I want to make one point in response to Ran Greenstein’s argument for boycotting Israeli academia.
Robert Fine challenged him: “Why single Israel out? You say that Western governments do not single Israel out, at least not negatively, and that Israeli war crimes and violations of human rights have gone unpunished. You are on the whole right, though in the European Union there are signs of an increasingly ‘tough’ official attitude toward Israel. As I see it, the first question is whether Israel is a major human rights abuser in relation to the inhabitants either of its own territory or of surrounding territories. The comparisons you raise are indeed pertinent: Iran, Iraq (under Saddam), Sudan, Serbia, North Korea, Burma and Zimbabwe.”

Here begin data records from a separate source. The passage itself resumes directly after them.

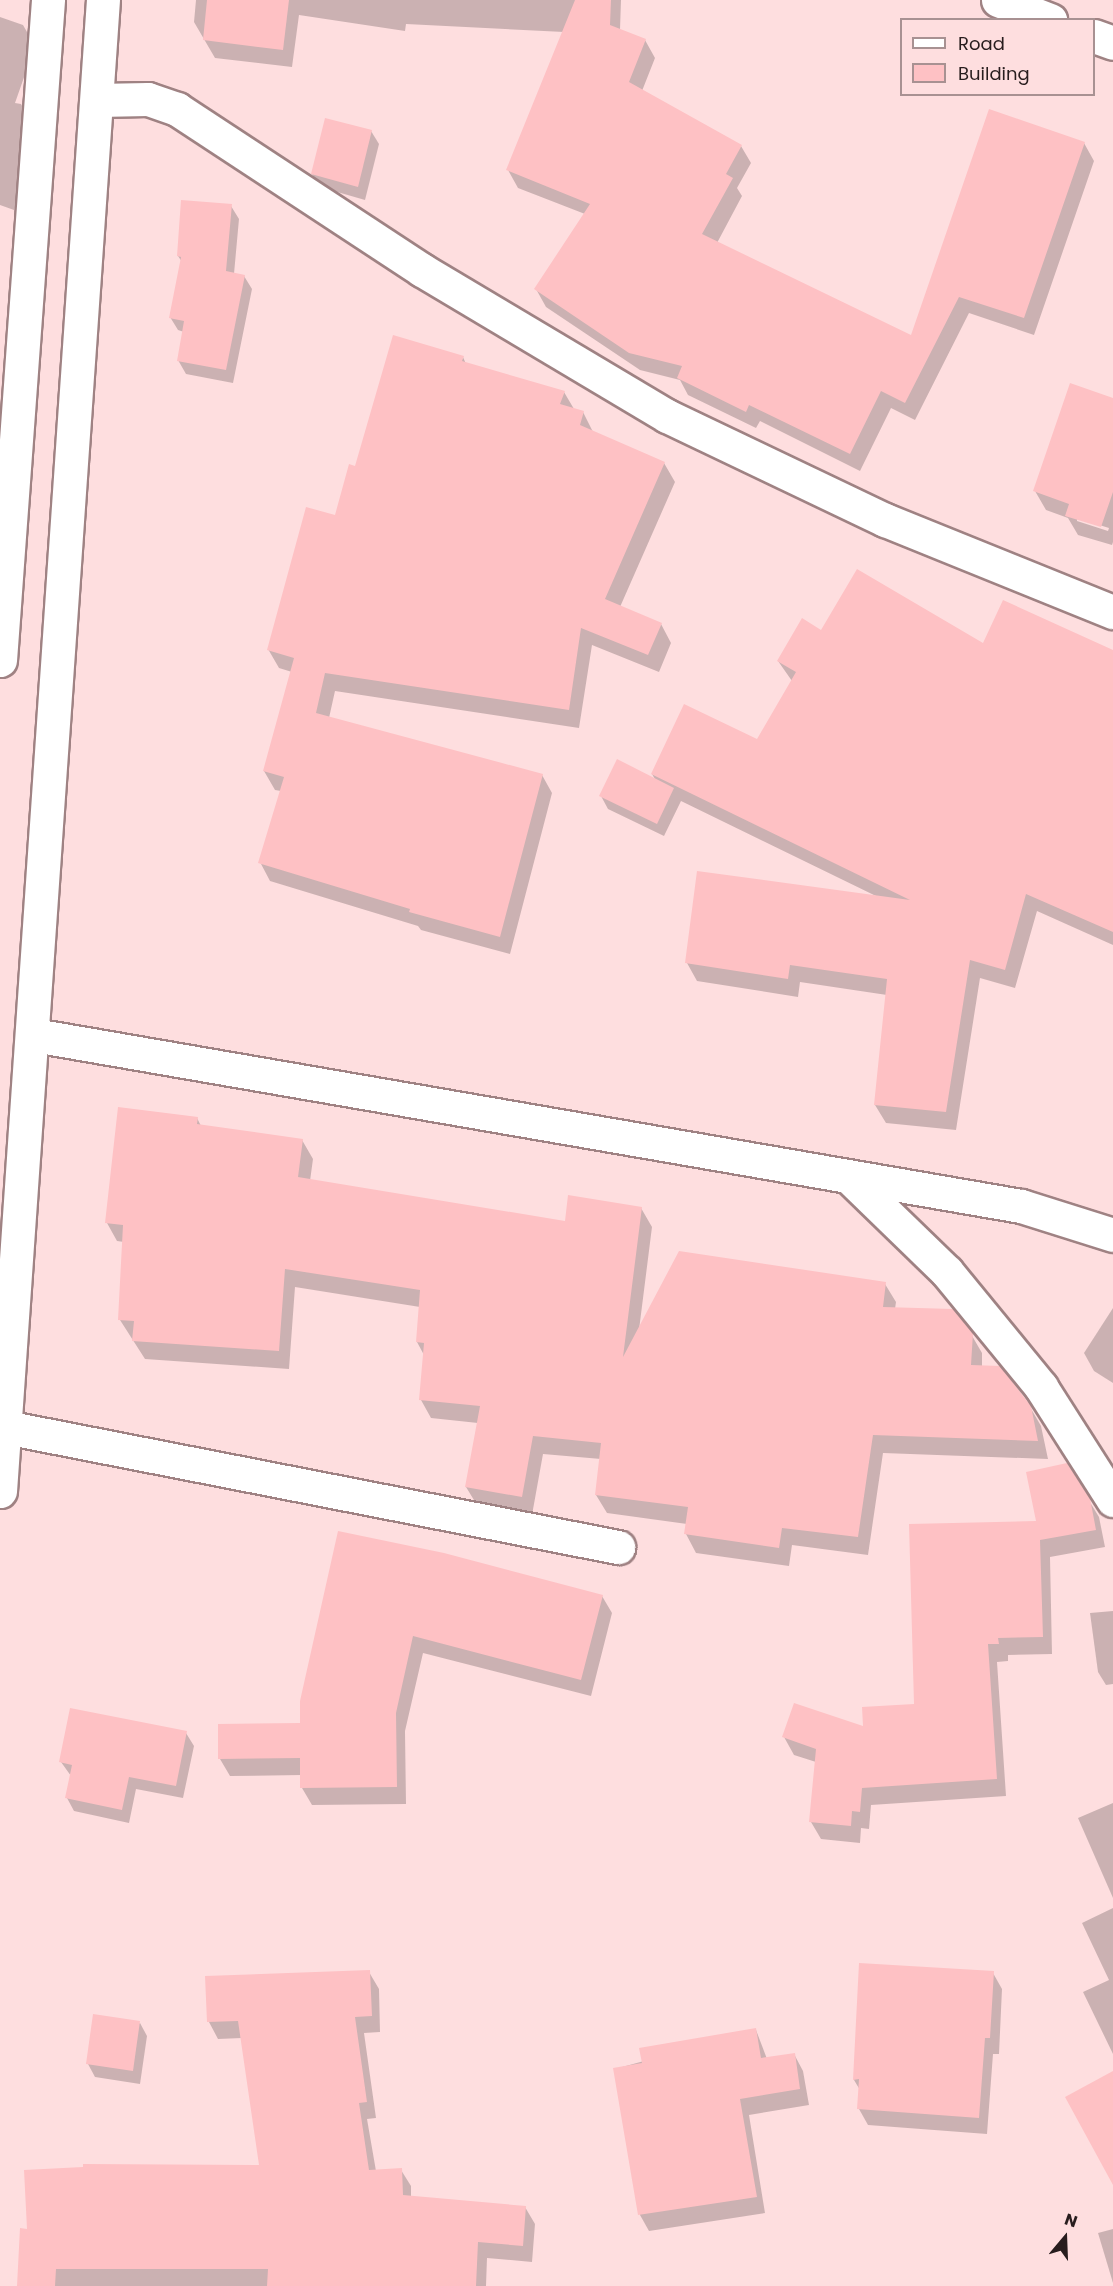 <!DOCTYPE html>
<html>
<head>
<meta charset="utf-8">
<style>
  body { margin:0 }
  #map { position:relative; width:1113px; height:2286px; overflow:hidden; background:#fededf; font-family:Poppins,sans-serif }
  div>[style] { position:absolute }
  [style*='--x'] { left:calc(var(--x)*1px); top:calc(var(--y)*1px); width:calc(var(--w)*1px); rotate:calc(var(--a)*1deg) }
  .shadow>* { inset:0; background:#0003 }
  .building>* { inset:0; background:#fec1c4 }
  .roads { filter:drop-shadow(2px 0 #9f8283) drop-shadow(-2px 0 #9f8283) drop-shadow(0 2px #9f8283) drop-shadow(0 -2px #9f8283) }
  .minor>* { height:33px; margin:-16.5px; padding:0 16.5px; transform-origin:16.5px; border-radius:16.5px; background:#fff }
  .tertiary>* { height:33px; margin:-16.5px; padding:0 16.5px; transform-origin:16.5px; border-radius:16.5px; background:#fff }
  span { translate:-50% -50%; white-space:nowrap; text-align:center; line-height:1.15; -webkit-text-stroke:4.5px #fededf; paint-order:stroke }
  .legend { position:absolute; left:900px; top:18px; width:195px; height:78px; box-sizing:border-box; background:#fededf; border:2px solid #a89192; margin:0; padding:8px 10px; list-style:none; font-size:18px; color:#281d1e }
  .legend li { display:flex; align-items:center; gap:12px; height:30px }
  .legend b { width:30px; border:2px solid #a89192 }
  .north { position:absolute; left:1035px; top:2208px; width:60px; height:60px; -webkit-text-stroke:4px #fededf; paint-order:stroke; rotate:19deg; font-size:16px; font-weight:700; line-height:24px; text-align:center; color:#281d1e }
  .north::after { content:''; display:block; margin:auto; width:21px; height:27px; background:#281d1e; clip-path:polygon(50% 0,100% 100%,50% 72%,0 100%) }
</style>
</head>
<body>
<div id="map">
  <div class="shadow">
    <i style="clip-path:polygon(196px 0,621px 0,620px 30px,645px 40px,655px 58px,642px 91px,741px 146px,751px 163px,737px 188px,742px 196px,717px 243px,912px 337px,1084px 143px,1094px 161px,1034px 335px,969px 313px,915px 420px,891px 408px,860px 471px,760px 421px,756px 428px,688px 395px,680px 380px,640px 370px,546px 307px,536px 289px,585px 214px,518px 188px,508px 170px,564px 32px,406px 24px,405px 31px,299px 15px,292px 67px,215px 58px,194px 22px)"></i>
    <i style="clip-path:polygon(0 17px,23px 25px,35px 46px,15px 103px,21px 104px,33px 125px,30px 165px,14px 210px,0 205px)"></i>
    <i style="clip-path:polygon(371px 131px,379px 144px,365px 200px,320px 187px,312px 174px)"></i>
    <i style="clip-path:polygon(231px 206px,239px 219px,234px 274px,244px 276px,252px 289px,233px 383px,186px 374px,178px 360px,184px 332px,178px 330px,170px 317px,182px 262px,178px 256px)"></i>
    <i style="clip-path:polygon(463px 357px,466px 364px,564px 392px,574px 409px,583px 412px,593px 432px,664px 463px,675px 482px,620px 607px,661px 624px,671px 643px,659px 672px,592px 645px,579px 728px,335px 691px,329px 718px,542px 775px,552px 793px,510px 954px,421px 930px,418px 926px,270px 881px,260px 862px,281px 791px,275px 790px,264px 771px,292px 672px,279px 668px,268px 649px,336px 517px,356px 467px)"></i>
    <i style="clip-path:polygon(evenodd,1113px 399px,1113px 542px,1112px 545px,1078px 535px,1068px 518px,1046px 510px,1035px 491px,1113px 399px,1077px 518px,1109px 528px,1108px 531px,1077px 521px,1077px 518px)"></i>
    <i style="clip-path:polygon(821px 632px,1113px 655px,1113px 945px,1037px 911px,1015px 988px,980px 978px,956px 1130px,886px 1123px,875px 1105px,887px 995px,800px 982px,798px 997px,697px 981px,687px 963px,878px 897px,681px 801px,664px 836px,608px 809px,601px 796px,656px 781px,652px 774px,758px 741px,792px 681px,778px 661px)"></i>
    <i style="clip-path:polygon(197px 1118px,201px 1126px,302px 1140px,313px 1159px,310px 1181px,566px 1223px,641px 1208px,652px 1227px,639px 1330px,885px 1284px,896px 1302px,895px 1309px,971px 1334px,982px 1353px,982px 1367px,1030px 1407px,1041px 1426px,1048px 1459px,883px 1453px,868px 1555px,792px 1545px,789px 1566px,696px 1553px,686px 1534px,687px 1524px,607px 1513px,596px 1495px,601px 1459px,543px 1454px,532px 1515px,477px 1505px,466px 1487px,478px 1423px,431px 1418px,421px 1400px,424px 1355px,417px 1342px,420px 1307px,295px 1287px,289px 1369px,145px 1359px,120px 1320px,124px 1242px,117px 1241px,107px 1223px)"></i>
    <i style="clip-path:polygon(1113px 1308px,1113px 1383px,1094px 1371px,1084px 1353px)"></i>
    <i style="clip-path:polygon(1088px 1499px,1099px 1517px,1105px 1547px,1050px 1557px,1052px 1654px,1008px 1655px,1008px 1661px,997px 1662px,1006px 1796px,871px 1805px,869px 1829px,861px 1828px,860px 1843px,821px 1839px,811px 1822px,816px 1762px,794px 1755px,784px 1737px,865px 1728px,915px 1706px,1038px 1523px)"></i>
    <i style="clip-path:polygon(339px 1532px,602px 1596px,612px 1613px,591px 1696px,423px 1653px,405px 1731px,406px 1804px,312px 1805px,302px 1788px,302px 1775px,230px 1776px,220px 1759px,301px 1724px)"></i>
    <i style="clip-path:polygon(1113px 1611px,1113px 1684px,1106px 1685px,1098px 1672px,1090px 1613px)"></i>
    <i style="clip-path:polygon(186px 1733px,194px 1746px,183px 1798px,136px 1789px,129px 1823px,74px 1811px,67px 1798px,71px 1776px,61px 1762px)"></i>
    <i style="clip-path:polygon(1113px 1803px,1113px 1898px,1078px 1818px)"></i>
    <i style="clip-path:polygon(1113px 1908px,1113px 2054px,1083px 1992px,1109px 1980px,1082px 1923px)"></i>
    <i style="clip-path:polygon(861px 1965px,993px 1973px,1002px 1989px,999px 2054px,993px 2054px,987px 2134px,868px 2125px,859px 2109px,860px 2090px,854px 2080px)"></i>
    <i style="clip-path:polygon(369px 1972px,379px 1989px,380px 2032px,364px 2033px,376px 2118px,367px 2119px,376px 2171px,401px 2170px,411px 2186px,411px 2197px,525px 2207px,535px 2224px,532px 2262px,487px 2258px,486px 2286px,18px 2286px,28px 2230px,261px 2167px,242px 2038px,218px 2039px,209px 2022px,207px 1977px)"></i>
    <i style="clip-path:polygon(140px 2023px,147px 2036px,140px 2084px,95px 2077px,88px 2064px)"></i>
    <i style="clip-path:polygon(756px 2030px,767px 2059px,794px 2054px,803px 2071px,809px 2105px,749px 2115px,765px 2213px,649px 2231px,640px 2215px,615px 2069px)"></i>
    <i style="clip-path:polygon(1113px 2229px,1113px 2283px,1098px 2233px)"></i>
  </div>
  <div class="building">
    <i style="clip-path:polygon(207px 0,289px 0,283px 50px,203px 40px)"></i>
    <i style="clip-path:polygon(575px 0,611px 0,610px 25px,646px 39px,629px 82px,742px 145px,726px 174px,733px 178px,702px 234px,911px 335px,989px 109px,1085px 142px,1024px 318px,959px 297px,905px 403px,881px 391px,850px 454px,749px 405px,746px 412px,677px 378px,682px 366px,629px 353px,534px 289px,590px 204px,506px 170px)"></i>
    <i style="clip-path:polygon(325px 118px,372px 130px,358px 187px,311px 174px)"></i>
    <i style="clip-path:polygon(181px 200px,232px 204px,226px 271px,245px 275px,226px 370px,177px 361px,184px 321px,169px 318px,181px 257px,177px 256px)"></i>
    <i style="clip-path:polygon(393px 335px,464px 356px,462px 361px,565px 391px,560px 404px,584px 411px,580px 425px,665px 462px,605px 599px,662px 623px,648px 655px,581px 628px,569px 710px,325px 673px,316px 713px,543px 774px,500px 937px,409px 912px,410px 909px,258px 863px,284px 777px,263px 771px,294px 658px,267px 650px,306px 507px,335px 515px,349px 464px,355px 466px)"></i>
    <i style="clip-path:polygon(1070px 383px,1113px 398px,1113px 492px,1101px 527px,1065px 516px,1069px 504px,1033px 491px)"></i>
    <i style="clip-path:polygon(857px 569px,983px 643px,1003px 600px,1113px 650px,1113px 932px,1026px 894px,1005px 970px,970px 960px,946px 1112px,874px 1105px,887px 979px,790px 965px,788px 979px,685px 963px,697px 871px,910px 900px,651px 774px,684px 704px,757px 739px,796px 672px,777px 661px,802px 618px,821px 630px)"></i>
    <i style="clip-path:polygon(617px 759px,674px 788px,657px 824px,599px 796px)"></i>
    <i style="clip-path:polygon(118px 1107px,198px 1117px,197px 1124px,303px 1139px,298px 1177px,565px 1221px,568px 1195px,642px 1207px,623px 1357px,679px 1251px,886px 1282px,883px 1307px,953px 1309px,973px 1333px,971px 1365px,1000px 1366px,1031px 1406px,1038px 1441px,873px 1435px,858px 1537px,782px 1528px,779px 1548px,684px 1534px,688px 1507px,595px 1495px,601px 1443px,533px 1436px,522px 1497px,465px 1487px,480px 1406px,419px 1400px,424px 1343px,416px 1342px,420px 1290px,285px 1269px,279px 1351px,132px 1341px,134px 1321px,118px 1320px,123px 1225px,105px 1223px)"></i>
    <i style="clip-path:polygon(1067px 1463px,1090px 1498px,1096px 1530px,1040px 1540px,1043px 1637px,998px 1638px,999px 1644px,988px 1644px,997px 1779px,862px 1788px,860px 1812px,852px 1811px,851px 1826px,809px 1822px,816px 1749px,782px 1737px,794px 1703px,863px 1726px,862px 1707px,914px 1704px,909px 1524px,1036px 1521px,1026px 1472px)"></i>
    <i style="clip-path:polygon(338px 1531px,444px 1553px,603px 1595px,581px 1680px,413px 1636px,396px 1713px,397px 1787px,300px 1788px,300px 1758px,218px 1759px,218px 1724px,300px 1723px,300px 1701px)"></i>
    <i style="clip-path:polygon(70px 1708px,187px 1731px,176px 1786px,129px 1777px,122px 1810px,65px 1798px,72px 1765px,59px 1762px)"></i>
    <i style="clip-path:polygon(859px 1963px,994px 1971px,990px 2038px,985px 2038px,979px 2118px,857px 2109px,859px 2079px,853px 2080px)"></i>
    <i style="clip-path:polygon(370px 1970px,372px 2016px,355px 2017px,367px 2102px,359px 2103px,369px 2170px,402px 2168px,403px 2195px,526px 2206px,523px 2246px,478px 2242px,476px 2286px,267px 2286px,268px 2269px,56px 2269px,55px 2286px,17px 2286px,20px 2228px,27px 2229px,24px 2170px,83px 2167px,83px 2164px,259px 2165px,238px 2021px,207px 2022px,205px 1976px)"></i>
    <i style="clip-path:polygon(93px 2014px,140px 2021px,133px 2071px,86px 2064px)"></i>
    <i style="clip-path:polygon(756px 2028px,761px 2058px,795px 2053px,800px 2089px,740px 2099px,757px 2197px,638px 2215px,613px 2068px,642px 2063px,639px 2048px)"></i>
    <i style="clip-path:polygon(1113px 2071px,1113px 2185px,1065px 2097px)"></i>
  </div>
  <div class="roads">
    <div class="minor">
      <i style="--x:998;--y:0;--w:56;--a:21"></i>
      <i style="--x:1094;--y:36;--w:20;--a:20"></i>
      <i style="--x:97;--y:100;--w:51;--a:-1.1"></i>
      <i style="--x:148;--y:99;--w:31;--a:19"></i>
      <i style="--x:177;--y:109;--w:293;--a:33.3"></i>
      <i style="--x:422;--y:270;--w:285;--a:30.8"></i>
      <i style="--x:667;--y:416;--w:242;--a:25.5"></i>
      <i style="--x:885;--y:520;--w:246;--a:22"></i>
      <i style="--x:34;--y:1035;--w:1002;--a:9.83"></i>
      <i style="--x:1021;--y:1206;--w:96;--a:17.5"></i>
      <i style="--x:849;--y:1177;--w:136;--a:44.1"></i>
      <i style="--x:947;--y:1272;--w:149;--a:50.7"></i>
      <i style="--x:1041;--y:1387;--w:134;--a:57.5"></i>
      <i style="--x:5;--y:1427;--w:625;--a:11.08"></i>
    </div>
    <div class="tertiary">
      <i style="--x:0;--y:660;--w:662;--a:-85.84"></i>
      <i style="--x:0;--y:1491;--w:1495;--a:-86.05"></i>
    </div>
  </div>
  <ul class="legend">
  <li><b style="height:8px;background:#fff"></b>Road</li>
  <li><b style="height:16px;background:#fec1c4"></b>Building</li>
  </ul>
  <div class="north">N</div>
</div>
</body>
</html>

Ran Greenstein answered the point: “I agree that if we wished to construct a universal scale of human rights violations, that would indeed be the case. That may be a worthwhile project, but not one I have any interest in. As an Israeli citizen my concern with what ‘my’ government is doing. As a Jew, my concern is with what the state that claims to represent me is doing in my name.”
If this is one of the reasons that Ran thinks it is right to single out Israel for exclusion from the global academic, artistic, sporting, economic community, or for particularly harsh criticism (apartheid, nazism, fascism) then it is not a good reason.
He himself is free to consider Israel, and its crimes, to be particularly important to his own worldview “as a Jew”. If this discussion is about him, and what is done in Ran’s name, then he is free to single out Israel.
But there is a dangerous slippage when Jewish antizionists, for whom Israel is centrally important in the world, take that attitude out into non-Jewish civil society.
The University of Johannesburg is not a Jewish organisation and so ought to relate to human rights abuses round the world consistently. The fact that Ran Greenstein thinks “as a Jew” is neither here nor there.
The University and College Union in the UK is not a Jewish organisation and so ought to do solidarity around the world in a consistant way. The fact that some leading activists who want to put Israel at the very forefront of its worldview do so “as a Jew” should not alter the policy of the union.
What is required for our institutions is precisely what Ran says he has no interest in: the construction of “a universal scale of human rights violations”. The values of solidarity, human rights and the university require a universal and consistent approach.
Antisemitism has always constructed Jews as being central to all that is bad in the world.
Some people, “as a Jew” and “not in my name” put the human rights abuses of Israel at the very forefront of their own political consciousness. I can understand this, even if it does not reflect my own way of thinking. It seems to me to skew one’s own thinking towards the parochial rather than the cosmopolitan. I want to be concerned with what is important in the world, not to centre my worldview around myself.
But when institutions like unions and universities allow the Jewish antizionsit focus on Israeli human rights abuses to become their own focus too, then this poses a clear danger. The danger is that unions and universities begin to teach their young people that Israel, and the Jews who live there, are a central evil on the planet. It is easy to see how this kind of Jewish exceptionalism mirrors older antisemitic forms and how this kind of Jewish exceptionalism is likely to foster antisemitic ways of thinking.
We have seen how the boycott debate brings with it antisemitism into the South African Trade Union movement and also into the University and College Union in the UK. The situation in UCU is now so serious that there are no Jews left at its biggest decision making body who are willing or able to argue against the boycott because they have been pushed out, bullied or banned. In South Africa, Cosatu, the trade union federation which has such a proud history and which was an inspiration to us all at one time, is now led in its international solidarity work by Bongani Masuku, a man who has been found guilty of employing antisemitic hate speech on Ran Greenstein’s campus.
“Not in my name” thinking has a tendency to make ourselves the centre of the world and to focus our political consciousness inwards rather than outwards. The danger is that it is a politics of despair. This kind of thinking has a tendency to encourage us to give up trying to change the world out there which exists, and to fall back on the rather easier project of declaring that we ourselves are not responsible for the evil that is done out there in the world.
Ran, your own “asa Jew” and “not in my name” consciousness is important to you – fine. But you should not allow that kind of thinking to define the way big and important civil society organisations think. Because it is dangerous. This reason for singling out Israel – because you yourself are Jewish – is certainly not tenable.